REQUIREMENT ▸
The word "image" marks the lines to find; copy every such line from the data below.

LISTED RECORDS ▸
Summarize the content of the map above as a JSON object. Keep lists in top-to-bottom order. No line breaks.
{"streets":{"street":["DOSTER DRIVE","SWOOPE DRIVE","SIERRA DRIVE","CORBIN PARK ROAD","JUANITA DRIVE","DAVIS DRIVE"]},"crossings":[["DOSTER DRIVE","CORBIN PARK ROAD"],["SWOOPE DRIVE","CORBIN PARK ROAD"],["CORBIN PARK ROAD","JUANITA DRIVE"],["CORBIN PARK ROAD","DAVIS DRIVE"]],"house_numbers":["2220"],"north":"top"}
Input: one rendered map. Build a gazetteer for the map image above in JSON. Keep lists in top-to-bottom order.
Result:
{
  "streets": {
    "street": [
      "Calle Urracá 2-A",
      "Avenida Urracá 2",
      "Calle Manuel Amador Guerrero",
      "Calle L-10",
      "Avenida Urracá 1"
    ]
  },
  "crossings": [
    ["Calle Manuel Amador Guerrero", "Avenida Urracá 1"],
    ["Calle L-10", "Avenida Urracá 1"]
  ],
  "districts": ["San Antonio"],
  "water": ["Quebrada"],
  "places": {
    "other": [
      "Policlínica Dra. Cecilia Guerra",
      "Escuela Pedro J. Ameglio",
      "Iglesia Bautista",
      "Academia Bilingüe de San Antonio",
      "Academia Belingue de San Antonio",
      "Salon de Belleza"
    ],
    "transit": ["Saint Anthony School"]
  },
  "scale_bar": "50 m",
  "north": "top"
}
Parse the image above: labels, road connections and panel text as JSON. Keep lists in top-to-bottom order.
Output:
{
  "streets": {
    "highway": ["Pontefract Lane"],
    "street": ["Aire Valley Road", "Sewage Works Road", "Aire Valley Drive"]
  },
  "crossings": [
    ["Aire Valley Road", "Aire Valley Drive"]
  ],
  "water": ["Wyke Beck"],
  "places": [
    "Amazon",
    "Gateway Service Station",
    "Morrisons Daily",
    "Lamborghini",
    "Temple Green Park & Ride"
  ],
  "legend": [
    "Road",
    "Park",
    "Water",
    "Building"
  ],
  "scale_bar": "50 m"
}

YOUR RESPONSE ▸
Input: one rendered map. Build a gazetteer for the map image above in JSON. Keep lists in top-to-bottom order.
Parse the image above: labels, road connections and panel text as JSON. Keep lists in top-to-bottom order.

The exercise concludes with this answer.